AfCFTA’s existence is to promote intra-Africa trade to an unprecedented 52.3% trade boost and realise a GDP threshold of more than $2.5 trillion from the continent, which is a fit for purpose objective and without any reservations, an imperative one. Whether AfCFTA will benefit Africa, is not a question requiring political will and response, it is a question requiring technical capacity to understand the character of the trade instrument itself. 

How will Africa guarantee AfCFTA’s success if, for a period of 50 years to date, Africa cannot detect the difference between ratifying the OECD Model fiscal instrument and the UN model fiscal instrument and the resulting effects of the choice on her economy?   AfCFTA is not different from other instruments that Africa failed to interpret for a period of 50 years and whose choice’s effects on her economy she has not been able to detect to date.  The only difference is that the unfortunate OECD Model investment instruments are pure fiscal investment instruments, whereas AfCFTA is a combination of both free trade zone instrument and fiscal investment instrument.  If Africa does not show the capacity to understand these two characteristics of AfCFTA and apply effective interpretation to its implementation, Agenda 2063 will be a poverty agenda for Africa, because the fiscal regime component of AfCFTA is what is going to place Africa in a perpetual poverty chamber.

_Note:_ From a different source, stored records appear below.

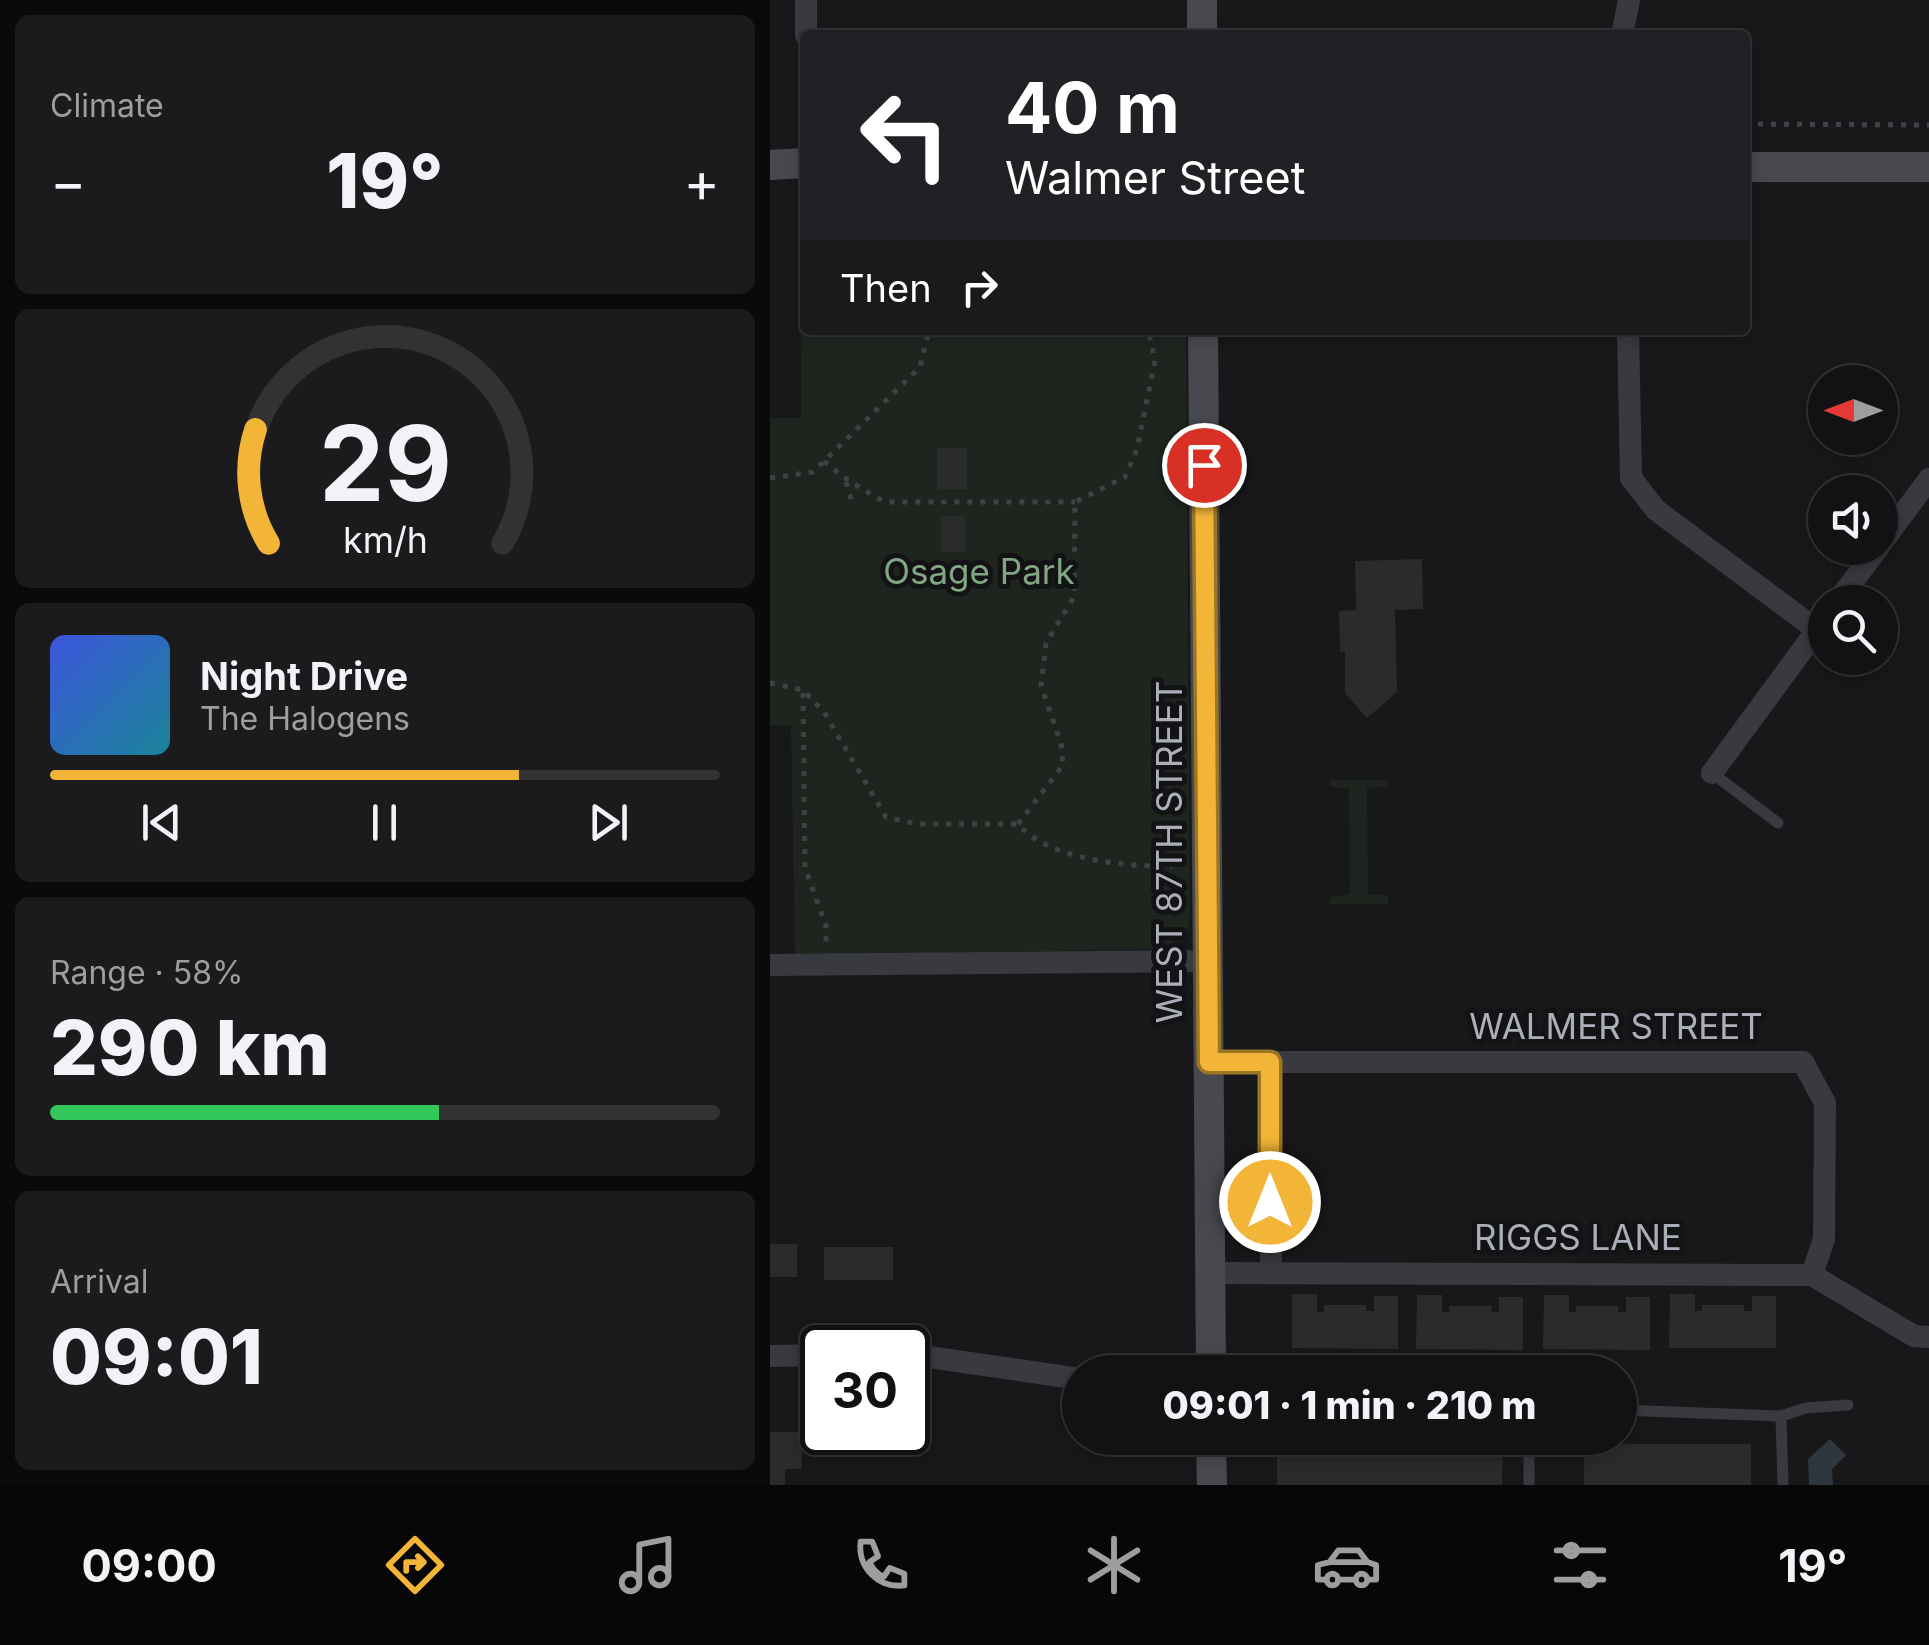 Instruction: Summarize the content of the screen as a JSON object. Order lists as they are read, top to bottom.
{
  "streets": {
    "street": ["WEST 87TH STREET", "WALMER STREET", "RIGGS LANE"]
  },
  "crossings": [
    ["WEST 87TH STREET", "WALMER STREET"],
    ["WEST 87TH STREET", "RIGGS LANE"],
    ["WALMER STREET", "RIGGS LANE"]
  ],
  "parks": ["Osage Park"],
  "north": "left",
  "page": {
    "tile": [
      "Climate",
      ["Range · 58%", "290 km"],
      ["Arrival", "09:01"]
    ],
    "turn": ["40 m", "Walmer Street"],
    "heat": ["−", "19°", "+"],
    "then": "Then",
    "song": ["Night Drive", "The Halogens"],
    "limit": "30",
    "trip": "09:01 · 1 min · 210 m",
    "tabs": ["09:00", "19°"],
    "gauge": ["29", "km/h"]
  }
}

The effective delivery of AfCFTA will depend on Africa’s choice of interpretation and implementation, i.e. implementing it as a pure free trade zone regime or implementing it as a pure fiscal investment instrument or both. AfCFTA is NOT only a Continental Free Trade Area instrument, it is a Fiscal Investment Regime whose benefits to Africa depends on effective tailored interpretation and implementation protocols. That is what is in the Flamingo’s egg.      

Are the global industrialised economies that depend on Africa for raw materials worried that AfCFTA operationalisation will disrupt materials supply chains in favour of intra-Africa trade? Not at all. They know that there is a sophisticated hidden fiscal investment regime within AfCFTA which Africa cannot detect, giving maximum benefits to the global industrialised economies and for this reason, AfCFTA ratification never signalled negative Stock Exchange share index adjustments for listed conglomerates in fear of material supply

Within SACU Common Monetary Area member states, the choice of ratifying OECD Model fiscal instruments ushered in more than 10 active fiscal regimes, which are harming the regional economies and attracting sustained junk status ratings out of which Namibia has a share of six active regimes that keep bleeding her economy, even before Covid-19. It is the hard truth and very real.